Directions for this task: Scan the entries below. Return every line that includes "rotate".

Collected data entries
####
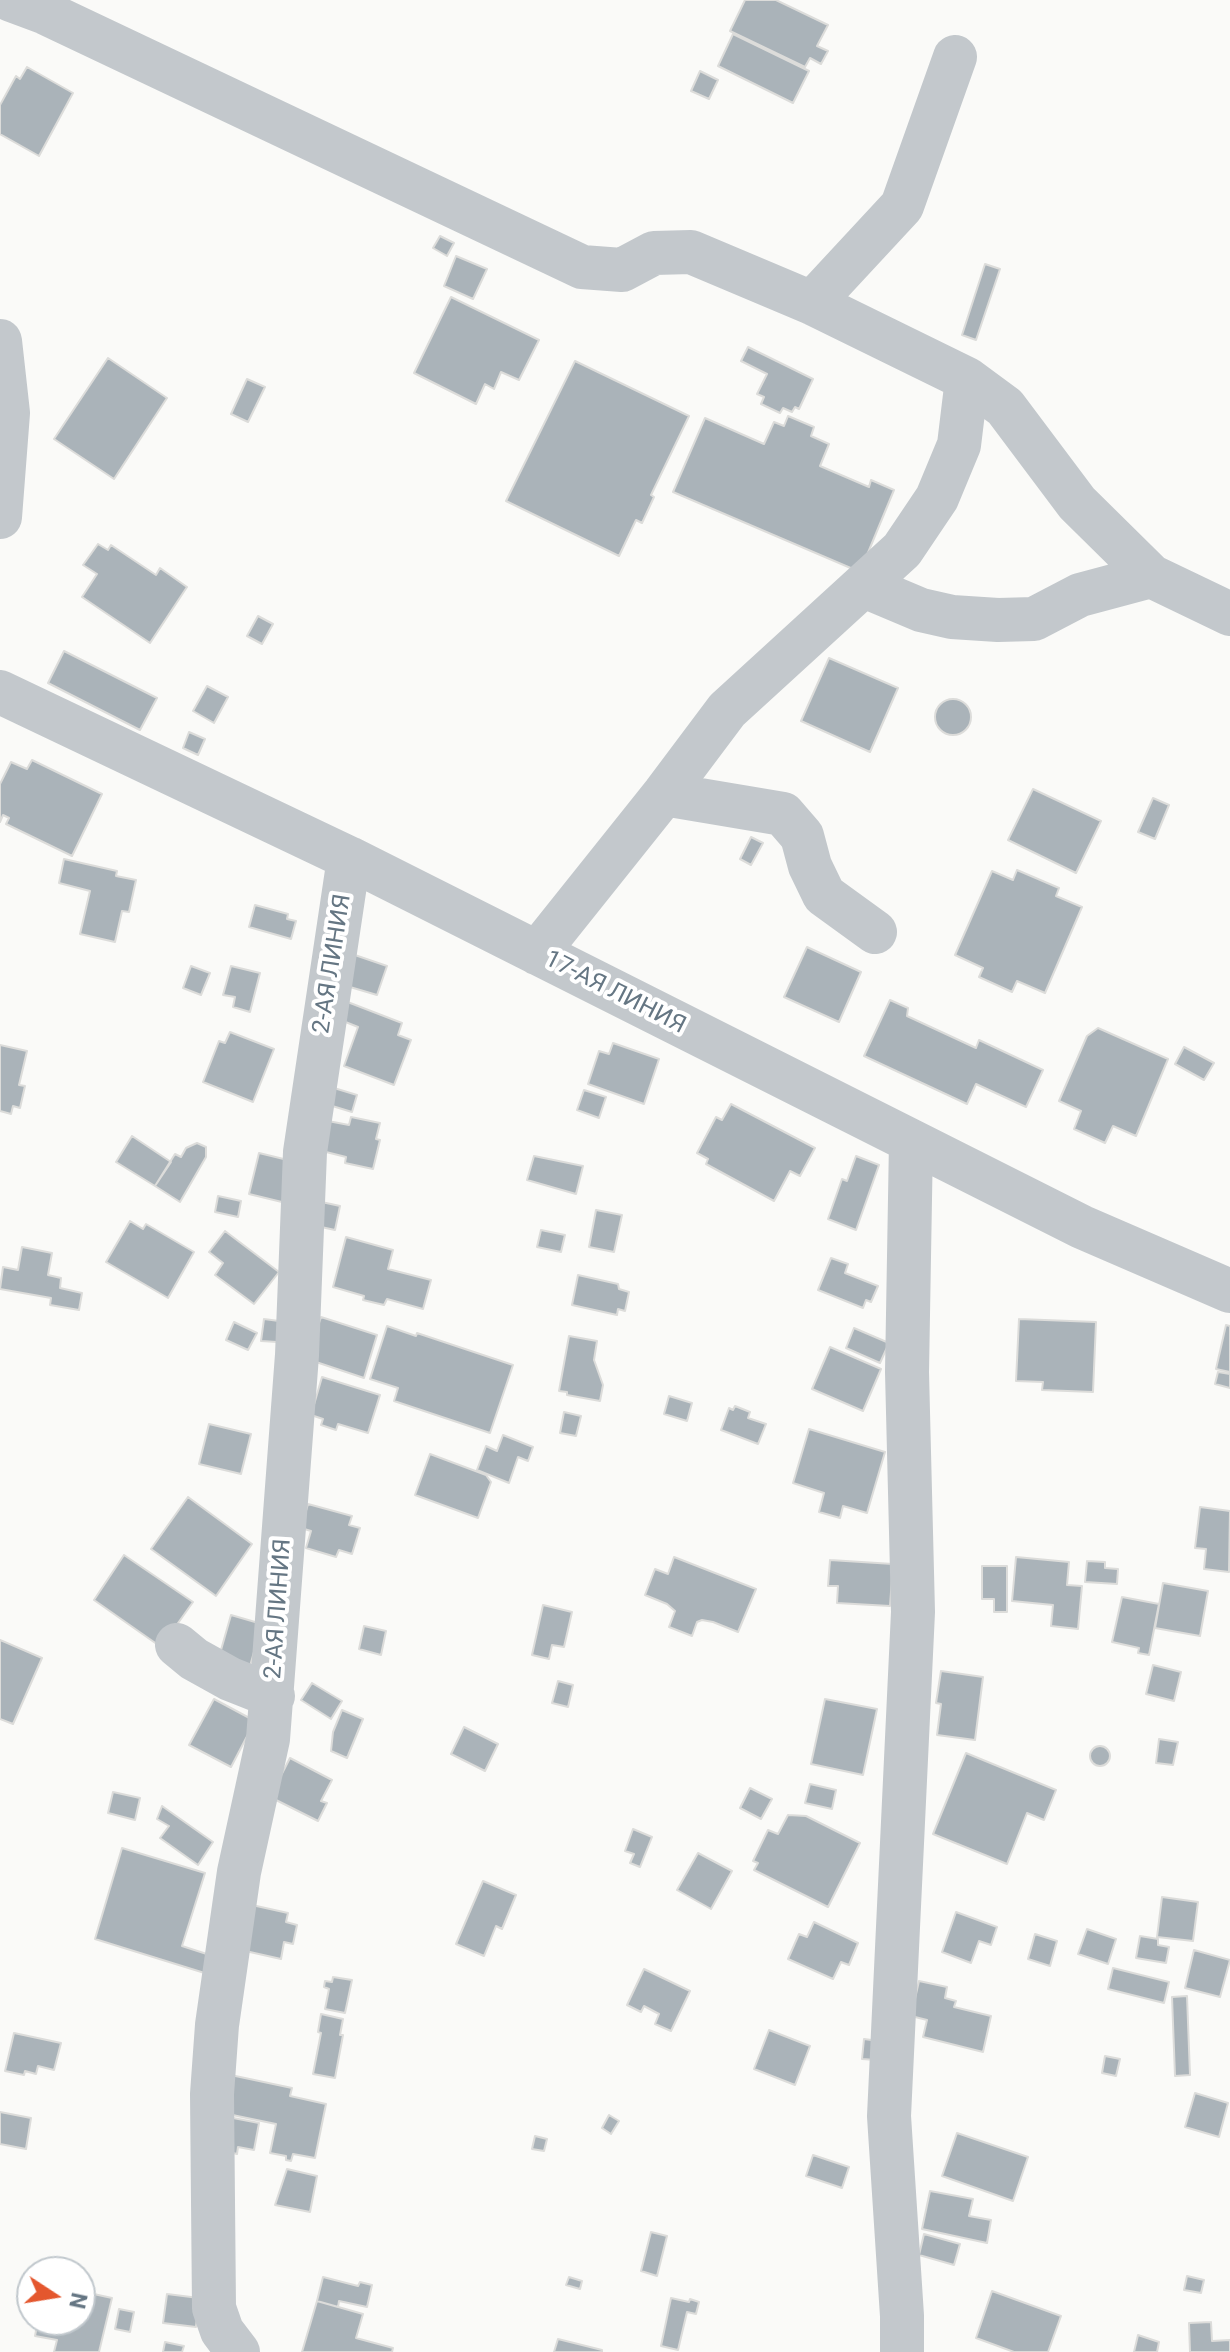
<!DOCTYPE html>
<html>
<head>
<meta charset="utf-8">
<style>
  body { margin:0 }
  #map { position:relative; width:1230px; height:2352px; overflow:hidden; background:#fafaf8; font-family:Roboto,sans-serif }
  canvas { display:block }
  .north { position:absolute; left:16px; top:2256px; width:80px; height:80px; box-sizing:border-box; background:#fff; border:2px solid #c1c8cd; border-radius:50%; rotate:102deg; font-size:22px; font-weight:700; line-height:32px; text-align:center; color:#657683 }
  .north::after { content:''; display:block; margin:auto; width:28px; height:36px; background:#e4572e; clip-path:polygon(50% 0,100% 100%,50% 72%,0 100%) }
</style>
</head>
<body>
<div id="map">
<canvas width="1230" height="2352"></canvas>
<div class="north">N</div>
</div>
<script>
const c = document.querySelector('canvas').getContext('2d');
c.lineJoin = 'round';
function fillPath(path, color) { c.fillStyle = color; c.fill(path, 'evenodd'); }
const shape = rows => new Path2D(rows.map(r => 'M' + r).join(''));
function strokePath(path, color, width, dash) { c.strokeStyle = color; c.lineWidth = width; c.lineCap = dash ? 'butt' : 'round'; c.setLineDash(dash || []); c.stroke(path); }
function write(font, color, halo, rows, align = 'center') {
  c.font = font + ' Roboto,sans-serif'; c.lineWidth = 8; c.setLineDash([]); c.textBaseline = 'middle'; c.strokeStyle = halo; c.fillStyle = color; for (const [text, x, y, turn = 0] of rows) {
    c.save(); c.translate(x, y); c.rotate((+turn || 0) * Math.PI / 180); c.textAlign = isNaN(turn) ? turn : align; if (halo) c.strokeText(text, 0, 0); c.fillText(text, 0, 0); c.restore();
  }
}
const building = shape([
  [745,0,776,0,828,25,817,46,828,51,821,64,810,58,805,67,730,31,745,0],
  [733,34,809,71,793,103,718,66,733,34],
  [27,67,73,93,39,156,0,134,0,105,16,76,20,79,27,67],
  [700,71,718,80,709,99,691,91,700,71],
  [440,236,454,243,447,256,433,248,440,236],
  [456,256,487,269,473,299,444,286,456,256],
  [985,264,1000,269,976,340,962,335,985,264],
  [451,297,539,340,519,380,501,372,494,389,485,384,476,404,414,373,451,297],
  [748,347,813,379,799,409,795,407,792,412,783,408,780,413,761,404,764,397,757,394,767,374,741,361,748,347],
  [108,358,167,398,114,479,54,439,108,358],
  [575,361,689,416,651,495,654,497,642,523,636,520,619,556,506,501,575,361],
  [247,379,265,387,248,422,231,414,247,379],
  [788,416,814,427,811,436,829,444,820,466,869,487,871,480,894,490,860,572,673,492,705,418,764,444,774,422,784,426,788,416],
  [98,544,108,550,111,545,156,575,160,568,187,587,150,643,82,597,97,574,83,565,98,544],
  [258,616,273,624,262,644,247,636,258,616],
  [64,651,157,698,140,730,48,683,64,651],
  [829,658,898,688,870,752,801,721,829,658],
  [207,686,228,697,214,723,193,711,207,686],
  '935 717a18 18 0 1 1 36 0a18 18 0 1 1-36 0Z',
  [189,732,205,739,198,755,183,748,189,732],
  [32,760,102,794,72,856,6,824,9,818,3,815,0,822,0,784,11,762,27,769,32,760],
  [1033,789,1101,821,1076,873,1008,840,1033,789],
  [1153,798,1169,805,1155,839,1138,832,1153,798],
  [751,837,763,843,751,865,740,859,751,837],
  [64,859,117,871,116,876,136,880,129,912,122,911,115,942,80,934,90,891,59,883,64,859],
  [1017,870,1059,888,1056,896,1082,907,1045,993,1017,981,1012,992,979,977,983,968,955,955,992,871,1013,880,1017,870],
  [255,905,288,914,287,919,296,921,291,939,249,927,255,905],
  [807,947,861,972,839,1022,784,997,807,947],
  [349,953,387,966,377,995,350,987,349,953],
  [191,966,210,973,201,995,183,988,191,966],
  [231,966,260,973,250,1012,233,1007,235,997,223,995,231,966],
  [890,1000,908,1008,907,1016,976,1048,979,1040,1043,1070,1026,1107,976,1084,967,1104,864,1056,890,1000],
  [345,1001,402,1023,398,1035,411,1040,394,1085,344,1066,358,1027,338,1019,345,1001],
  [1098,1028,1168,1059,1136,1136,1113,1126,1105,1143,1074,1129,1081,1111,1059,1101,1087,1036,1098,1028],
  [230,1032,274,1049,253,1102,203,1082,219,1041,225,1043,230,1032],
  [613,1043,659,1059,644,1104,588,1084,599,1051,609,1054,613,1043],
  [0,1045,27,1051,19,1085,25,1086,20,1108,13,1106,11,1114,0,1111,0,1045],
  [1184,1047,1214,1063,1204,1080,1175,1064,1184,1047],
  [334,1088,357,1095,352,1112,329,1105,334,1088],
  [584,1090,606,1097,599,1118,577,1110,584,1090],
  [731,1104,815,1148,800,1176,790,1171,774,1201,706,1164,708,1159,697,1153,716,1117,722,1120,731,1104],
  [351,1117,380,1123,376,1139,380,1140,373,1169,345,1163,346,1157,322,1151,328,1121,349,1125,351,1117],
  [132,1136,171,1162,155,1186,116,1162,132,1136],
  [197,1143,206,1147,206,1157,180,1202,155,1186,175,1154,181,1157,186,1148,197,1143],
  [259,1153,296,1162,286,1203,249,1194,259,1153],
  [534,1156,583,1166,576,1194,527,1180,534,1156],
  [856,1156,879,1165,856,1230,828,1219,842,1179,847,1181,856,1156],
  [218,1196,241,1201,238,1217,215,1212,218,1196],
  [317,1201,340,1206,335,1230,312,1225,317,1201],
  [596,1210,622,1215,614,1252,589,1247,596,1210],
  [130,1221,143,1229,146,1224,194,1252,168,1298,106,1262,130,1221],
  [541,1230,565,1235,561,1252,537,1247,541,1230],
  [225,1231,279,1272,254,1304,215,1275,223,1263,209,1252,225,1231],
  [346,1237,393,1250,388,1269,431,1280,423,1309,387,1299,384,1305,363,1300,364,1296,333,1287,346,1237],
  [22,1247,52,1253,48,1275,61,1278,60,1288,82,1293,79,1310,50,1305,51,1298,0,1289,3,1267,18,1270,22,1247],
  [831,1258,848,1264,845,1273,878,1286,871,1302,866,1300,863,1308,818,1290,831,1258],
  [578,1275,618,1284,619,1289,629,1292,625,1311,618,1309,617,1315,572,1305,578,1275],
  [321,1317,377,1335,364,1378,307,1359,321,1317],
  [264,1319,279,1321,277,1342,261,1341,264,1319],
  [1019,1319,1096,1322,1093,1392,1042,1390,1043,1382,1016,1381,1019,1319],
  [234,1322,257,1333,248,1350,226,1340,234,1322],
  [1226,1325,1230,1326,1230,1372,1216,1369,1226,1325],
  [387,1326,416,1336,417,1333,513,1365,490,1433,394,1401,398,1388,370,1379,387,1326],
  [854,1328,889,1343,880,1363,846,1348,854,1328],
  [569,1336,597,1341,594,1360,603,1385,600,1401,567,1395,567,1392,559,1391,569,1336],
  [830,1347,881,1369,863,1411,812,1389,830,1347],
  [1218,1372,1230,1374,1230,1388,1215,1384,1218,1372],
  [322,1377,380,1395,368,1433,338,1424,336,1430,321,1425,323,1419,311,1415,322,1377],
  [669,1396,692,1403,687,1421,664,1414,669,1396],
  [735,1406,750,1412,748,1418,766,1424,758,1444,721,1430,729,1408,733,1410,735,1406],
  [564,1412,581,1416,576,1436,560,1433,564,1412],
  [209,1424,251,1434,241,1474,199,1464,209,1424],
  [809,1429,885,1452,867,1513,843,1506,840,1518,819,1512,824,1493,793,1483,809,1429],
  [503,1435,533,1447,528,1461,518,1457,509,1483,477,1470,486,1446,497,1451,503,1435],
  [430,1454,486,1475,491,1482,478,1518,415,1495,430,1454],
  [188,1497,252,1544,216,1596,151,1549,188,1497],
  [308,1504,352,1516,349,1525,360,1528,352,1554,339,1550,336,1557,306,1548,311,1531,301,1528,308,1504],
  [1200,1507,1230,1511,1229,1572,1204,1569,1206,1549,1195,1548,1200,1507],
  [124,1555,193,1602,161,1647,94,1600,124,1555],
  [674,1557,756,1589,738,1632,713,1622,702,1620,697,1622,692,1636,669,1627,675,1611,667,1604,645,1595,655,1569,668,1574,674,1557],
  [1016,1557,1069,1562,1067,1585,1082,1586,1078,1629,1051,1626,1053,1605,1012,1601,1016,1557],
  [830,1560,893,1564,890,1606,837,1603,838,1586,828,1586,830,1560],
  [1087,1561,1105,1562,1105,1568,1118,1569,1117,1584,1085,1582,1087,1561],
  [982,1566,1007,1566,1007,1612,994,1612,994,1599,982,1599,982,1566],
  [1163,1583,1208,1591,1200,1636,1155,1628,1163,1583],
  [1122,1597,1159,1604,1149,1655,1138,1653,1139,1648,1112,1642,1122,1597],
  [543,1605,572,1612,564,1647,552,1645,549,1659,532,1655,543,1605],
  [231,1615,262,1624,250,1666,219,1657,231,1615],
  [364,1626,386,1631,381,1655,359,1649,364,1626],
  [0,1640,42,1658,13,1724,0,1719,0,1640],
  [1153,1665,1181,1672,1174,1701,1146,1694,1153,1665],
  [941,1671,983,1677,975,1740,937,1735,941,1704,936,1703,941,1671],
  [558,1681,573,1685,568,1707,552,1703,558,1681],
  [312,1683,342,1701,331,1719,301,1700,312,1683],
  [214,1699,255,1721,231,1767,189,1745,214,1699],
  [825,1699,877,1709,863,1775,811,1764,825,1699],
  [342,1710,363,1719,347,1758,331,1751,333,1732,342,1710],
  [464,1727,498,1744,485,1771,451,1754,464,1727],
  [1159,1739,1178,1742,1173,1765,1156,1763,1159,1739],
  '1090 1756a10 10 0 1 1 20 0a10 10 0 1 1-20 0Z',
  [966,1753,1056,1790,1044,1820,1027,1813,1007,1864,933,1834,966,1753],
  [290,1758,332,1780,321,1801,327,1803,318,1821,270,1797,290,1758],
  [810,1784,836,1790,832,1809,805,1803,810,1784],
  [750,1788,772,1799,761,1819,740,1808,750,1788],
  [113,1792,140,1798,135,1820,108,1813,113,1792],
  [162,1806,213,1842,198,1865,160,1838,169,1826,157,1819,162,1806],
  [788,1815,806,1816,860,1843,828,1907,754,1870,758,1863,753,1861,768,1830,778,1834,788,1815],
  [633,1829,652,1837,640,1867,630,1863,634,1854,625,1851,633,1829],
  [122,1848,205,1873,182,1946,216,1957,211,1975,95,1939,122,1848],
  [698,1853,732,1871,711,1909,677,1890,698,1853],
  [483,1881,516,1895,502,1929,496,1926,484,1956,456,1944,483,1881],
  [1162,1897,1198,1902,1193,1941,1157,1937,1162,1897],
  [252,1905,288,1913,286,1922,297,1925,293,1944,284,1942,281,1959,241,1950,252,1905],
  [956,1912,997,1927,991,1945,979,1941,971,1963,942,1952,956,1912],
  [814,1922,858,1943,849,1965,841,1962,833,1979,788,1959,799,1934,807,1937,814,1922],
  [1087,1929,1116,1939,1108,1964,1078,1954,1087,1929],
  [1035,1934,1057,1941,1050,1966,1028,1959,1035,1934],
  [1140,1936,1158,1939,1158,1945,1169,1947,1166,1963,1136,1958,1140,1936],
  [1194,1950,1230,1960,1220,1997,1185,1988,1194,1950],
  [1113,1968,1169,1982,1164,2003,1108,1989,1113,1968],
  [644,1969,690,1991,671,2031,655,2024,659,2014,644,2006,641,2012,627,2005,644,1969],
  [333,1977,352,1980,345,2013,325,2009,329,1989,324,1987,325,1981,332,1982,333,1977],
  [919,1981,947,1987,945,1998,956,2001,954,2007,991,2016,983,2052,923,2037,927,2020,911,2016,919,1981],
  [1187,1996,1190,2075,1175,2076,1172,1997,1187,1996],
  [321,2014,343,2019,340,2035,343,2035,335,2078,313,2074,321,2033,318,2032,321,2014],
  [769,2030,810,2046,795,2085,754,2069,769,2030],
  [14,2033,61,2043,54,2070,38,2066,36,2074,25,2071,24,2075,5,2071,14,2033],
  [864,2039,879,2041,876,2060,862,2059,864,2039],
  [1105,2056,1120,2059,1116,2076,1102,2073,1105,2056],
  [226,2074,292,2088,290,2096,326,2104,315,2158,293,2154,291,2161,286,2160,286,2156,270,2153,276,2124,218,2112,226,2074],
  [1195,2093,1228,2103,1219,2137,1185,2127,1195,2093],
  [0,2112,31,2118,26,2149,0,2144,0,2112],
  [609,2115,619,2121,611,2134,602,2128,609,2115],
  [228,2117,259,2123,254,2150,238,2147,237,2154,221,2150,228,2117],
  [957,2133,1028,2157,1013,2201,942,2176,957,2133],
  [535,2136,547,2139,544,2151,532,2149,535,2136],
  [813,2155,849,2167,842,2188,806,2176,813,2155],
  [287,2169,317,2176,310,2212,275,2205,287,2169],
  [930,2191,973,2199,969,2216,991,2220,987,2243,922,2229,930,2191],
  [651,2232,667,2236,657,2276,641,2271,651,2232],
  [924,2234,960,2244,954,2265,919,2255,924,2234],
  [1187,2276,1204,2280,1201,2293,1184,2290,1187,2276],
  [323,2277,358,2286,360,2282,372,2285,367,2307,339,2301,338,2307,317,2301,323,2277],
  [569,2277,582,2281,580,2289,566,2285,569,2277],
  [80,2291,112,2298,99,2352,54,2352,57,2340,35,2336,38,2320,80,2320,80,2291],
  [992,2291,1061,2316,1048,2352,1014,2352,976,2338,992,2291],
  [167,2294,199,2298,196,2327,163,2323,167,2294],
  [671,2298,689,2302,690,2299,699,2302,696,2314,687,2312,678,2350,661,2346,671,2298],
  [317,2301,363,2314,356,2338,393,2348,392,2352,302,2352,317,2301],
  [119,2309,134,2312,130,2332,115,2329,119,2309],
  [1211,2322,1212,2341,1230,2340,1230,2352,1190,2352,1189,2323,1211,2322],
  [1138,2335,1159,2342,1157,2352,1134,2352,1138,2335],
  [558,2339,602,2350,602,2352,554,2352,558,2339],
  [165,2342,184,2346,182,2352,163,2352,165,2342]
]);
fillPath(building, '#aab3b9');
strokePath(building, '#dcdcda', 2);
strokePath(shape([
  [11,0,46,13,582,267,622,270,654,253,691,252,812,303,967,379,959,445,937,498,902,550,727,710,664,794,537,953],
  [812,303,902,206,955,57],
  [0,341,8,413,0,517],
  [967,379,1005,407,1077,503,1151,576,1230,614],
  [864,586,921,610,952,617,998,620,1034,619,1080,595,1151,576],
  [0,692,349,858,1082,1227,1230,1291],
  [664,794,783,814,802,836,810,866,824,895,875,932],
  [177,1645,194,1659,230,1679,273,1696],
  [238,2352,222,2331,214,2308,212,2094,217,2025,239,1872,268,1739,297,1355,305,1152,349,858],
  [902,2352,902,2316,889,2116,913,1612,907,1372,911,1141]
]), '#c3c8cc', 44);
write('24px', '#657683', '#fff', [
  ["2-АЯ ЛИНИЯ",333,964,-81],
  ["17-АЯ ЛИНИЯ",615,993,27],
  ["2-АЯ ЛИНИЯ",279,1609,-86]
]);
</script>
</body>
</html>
####
Solution for this exercise:
  .north { position:absolute; left:16px; top:2256px; width:80px; height:80px; box-sizing:border-box; background:#fff; border:2px solid #c1c8cd; border-radius:50%; rotate:102deg; font-size:22px; font-weight:700; line-height:32px; text-align:center; color:#657683 }
    c.save(); c.translate(x, y); c.rotate((+turn || 0) * Math.PI / 180); c.textAlign = isNaN(turn) ? turn : align; if (halo) c.strokeText(text, 0, 0); c.fillText(text, 0, 0); c.restore();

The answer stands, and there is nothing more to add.